(Records Opens)

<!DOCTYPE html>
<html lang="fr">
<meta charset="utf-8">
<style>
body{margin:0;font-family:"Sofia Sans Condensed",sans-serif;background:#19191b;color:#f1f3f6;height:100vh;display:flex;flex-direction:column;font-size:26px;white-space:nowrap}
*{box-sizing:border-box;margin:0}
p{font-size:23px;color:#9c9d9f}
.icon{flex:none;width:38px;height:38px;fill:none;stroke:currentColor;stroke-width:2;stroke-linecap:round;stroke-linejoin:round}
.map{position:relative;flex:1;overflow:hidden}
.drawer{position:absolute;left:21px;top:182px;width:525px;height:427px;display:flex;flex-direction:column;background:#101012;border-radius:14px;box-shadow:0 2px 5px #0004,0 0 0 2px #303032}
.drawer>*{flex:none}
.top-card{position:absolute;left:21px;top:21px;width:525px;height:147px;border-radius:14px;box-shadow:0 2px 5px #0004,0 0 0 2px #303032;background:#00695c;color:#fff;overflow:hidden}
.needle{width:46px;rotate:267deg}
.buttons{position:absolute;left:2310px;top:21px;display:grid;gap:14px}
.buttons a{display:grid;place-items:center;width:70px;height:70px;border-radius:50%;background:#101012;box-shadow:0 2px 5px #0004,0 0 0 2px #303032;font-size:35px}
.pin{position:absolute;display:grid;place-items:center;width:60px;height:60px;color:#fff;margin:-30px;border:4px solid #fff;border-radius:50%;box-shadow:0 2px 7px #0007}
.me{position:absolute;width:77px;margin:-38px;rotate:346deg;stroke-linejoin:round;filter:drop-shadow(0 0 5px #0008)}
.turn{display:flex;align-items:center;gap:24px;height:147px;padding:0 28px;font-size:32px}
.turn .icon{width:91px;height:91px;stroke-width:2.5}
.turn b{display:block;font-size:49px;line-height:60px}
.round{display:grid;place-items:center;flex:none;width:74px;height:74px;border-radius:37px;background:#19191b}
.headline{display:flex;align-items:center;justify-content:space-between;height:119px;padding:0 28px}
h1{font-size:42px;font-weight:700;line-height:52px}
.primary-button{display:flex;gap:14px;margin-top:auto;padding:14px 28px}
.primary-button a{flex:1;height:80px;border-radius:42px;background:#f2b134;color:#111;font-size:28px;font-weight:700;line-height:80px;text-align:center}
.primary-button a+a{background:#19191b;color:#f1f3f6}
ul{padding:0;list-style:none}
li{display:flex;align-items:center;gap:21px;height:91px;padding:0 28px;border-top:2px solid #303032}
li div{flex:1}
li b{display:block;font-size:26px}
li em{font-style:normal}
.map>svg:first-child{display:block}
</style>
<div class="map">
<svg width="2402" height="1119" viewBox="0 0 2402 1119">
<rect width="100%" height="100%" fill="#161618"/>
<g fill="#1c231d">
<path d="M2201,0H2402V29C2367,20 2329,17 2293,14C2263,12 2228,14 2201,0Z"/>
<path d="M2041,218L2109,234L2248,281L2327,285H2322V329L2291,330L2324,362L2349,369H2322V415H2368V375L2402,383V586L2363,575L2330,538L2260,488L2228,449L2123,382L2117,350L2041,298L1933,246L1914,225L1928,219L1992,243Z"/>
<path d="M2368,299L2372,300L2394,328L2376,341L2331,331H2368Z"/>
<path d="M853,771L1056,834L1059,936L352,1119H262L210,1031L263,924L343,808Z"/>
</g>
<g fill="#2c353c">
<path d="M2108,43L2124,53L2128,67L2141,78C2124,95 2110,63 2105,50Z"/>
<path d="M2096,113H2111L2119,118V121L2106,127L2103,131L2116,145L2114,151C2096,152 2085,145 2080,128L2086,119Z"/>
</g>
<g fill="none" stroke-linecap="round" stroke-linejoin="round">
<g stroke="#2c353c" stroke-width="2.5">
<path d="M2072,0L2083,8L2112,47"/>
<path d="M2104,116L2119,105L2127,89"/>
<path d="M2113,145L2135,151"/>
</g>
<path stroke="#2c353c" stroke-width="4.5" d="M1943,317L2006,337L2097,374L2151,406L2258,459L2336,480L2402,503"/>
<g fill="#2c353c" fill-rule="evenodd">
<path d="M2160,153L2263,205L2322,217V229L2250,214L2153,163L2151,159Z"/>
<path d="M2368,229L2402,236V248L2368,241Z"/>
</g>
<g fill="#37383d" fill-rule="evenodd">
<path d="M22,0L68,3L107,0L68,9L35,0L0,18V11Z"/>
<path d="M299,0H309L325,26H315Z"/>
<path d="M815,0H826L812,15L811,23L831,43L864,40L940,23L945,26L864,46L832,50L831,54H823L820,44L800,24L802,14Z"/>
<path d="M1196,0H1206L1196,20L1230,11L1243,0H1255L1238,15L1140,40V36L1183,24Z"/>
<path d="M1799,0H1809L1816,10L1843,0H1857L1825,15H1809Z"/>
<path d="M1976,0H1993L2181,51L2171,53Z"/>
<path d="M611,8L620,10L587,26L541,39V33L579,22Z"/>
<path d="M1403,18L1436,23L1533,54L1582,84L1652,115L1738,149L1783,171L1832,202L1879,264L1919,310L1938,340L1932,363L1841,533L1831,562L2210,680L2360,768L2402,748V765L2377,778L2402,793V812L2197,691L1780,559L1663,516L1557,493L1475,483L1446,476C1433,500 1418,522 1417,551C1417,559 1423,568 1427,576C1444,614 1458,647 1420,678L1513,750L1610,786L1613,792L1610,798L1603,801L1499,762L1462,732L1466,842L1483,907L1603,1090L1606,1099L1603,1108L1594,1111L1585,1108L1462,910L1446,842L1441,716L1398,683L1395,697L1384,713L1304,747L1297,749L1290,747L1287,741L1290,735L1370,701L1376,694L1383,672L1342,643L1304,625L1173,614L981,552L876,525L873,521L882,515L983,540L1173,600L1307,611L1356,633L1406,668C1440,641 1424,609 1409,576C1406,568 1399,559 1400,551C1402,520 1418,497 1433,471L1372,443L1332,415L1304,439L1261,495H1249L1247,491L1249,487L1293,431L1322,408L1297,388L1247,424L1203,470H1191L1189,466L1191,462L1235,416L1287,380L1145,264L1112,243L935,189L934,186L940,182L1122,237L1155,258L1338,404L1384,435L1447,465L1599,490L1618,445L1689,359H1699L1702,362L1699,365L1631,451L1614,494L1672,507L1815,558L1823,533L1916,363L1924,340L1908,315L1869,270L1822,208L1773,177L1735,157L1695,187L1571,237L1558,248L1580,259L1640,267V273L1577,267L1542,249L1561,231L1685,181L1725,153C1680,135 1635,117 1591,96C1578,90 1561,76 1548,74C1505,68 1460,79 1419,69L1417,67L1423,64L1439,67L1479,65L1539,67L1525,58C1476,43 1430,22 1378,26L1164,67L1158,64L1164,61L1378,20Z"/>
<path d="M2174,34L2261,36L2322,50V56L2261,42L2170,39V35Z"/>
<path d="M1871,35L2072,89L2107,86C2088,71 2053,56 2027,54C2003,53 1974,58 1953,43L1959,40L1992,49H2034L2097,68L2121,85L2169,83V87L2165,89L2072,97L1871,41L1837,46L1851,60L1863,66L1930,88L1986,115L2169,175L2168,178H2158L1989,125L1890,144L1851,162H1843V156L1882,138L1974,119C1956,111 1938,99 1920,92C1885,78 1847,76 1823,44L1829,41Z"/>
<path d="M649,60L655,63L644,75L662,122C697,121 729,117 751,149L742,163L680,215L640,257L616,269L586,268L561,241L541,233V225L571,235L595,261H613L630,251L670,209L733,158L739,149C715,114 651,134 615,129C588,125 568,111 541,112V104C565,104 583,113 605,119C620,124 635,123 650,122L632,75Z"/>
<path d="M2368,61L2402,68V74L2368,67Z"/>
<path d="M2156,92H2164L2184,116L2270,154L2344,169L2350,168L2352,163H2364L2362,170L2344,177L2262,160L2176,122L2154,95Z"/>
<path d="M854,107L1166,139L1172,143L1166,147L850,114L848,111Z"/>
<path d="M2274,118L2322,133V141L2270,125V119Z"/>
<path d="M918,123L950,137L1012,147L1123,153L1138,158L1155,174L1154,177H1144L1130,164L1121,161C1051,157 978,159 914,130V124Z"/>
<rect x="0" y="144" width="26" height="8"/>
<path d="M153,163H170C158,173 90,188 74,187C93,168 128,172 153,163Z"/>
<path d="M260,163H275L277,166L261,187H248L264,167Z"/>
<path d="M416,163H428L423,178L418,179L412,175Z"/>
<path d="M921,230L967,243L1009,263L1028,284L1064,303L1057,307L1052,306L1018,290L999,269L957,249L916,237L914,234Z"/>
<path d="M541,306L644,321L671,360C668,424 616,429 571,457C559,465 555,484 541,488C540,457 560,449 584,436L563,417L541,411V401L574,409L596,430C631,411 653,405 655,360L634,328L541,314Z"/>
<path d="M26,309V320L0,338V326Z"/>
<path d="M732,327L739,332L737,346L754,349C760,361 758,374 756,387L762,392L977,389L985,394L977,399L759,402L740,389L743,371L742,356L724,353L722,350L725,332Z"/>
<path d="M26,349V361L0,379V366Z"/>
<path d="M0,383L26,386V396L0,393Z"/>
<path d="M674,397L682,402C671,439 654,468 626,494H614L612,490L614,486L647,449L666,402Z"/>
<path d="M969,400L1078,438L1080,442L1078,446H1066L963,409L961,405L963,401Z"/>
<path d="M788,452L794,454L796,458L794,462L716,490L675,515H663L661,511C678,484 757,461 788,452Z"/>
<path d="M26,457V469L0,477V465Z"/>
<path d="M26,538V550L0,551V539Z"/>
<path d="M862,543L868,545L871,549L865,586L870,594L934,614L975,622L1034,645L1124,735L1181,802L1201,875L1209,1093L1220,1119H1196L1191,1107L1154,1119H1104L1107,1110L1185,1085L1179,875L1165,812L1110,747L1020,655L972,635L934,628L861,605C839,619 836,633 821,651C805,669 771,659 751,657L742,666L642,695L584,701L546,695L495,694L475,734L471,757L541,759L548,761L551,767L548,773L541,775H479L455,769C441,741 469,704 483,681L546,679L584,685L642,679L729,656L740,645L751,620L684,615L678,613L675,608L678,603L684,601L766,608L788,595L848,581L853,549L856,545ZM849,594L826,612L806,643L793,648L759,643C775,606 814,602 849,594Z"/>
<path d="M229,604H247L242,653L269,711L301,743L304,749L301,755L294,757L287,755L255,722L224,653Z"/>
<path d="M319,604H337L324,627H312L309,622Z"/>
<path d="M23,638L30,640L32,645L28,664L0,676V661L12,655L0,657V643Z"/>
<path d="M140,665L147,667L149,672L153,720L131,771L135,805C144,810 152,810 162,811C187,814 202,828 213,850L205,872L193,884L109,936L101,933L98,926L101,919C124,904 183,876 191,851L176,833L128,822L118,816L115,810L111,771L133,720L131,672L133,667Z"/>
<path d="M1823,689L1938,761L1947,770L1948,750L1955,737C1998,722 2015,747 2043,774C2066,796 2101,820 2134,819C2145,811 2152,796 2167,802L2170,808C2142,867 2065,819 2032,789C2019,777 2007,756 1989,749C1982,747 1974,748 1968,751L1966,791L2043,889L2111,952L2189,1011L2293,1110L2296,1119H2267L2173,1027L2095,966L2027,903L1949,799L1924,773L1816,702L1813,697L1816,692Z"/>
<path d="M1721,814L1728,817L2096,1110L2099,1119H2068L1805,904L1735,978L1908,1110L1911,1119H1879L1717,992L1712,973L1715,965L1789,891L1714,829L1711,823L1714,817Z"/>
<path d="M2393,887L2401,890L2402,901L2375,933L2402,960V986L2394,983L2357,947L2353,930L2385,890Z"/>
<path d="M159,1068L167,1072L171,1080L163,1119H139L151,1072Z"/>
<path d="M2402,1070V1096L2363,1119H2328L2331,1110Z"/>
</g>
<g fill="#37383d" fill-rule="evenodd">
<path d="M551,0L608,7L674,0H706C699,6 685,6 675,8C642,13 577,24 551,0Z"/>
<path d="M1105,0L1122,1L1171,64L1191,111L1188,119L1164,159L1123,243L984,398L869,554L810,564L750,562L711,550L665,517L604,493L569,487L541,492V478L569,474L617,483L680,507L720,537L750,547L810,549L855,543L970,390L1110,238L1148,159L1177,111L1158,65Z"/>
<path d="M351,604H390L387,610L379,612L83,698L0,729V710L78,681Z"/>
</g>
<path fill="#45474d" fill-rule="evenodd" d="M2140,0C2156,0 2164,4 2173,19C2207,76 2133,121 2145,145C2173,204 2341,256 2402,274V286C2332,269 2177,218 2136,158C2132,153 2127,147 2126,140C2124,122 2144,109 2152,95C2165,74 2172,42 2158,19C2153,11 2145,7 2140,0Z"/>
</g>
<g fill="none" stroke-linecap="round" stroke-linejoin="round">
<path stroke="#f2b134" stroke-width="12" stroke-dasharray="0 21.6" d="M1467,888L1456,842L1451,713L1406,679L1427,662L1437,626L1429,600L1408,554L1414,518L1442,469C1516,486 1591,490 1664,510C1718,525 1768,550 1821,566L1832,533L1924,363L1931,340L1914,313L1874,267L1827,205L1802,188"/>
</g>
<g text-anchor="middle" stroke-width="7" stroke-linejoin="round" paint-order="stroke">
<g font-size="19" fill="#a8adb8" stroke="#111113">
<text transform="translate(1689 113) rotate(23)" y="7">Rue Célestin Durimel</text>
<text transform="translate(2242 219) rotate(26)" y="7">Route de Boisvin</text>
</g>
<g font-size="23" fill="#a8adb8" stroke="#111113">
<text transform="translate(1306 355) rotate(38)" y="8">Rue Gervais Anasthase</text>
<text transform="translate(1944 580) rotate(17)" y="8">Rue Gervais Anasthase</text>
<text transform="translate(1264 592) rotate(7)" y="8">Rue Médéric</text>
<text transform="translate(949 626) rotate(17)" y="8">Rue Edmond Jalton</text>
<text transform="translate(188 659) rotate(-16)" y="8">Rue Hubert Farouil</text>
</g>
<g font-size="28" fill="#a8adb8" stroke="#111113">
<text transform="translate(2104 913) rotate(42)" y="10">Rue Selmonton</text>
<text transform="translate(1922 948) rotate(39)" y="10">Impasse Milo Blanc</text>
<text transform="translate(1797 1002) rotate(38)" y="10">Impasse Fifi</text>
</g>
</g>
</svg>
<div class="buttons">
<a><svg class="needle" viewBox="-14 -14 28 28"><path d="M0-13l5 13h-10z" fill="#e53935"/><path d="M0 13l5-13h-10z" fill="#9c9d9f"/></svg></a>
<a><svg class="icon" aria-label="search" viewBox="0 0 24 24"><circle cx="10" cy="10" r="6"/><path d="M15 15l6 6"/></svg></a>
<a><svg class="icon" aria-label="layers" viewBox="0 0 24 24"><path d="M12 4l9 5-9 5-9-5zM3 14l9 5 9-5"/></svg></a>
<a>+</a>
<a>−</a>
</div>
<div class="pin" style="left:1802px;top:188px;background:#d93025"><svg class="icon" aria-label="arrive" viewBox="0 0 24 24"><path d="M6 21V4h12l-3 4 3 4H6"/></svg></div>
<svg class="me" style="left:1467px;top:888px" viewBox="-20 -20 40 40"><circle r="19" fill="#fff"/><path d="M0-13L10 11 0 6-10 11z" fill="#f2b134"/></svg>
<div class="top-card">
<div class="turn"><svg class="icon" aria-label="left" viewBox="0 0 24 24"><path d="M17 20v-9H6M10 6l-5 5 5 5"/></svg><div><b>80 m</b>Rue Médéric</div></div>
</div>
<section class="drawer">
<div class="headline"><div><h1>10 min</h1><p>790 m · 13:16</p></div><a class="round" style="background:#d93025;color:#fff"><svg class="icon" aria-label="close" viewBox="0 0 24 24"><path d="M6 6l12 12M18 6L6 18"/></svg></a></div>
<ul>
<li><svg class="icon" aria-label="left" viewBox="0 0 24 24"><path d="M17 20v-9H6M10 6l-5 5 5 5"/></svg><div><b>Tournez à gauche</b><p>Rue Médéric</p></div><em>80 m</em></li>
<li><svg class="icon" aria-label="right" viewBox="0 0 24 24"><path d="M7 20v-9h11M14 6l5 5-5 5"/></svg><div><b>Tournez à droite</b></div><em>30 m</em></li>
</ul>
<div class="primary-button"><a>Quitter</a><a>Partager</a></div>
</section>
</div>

(Records Closes)

▶ _Problem_
Among the lines of the material, find those holding the word "place" and return them.

▶ _Reply to the task_
.buttons a{display:grid;place-items:center;width:70px;height:70px;border-radius:50%;background:#101012;box-shadow:0 2px 5px #0004,0 0 0 2px #303032;font-size:35px}
.pin{position:absolute;display:grid;place-items:center;width:60px;height:60px;color:#fff;margin:-30px;border:4px solid #fff;border-radius:50%;box-shadow:0 2px 7px #0007}
.round{display:grid;place-items:center;flex:none;width:74px;height:74px;border-radius:37px;background:#19191b}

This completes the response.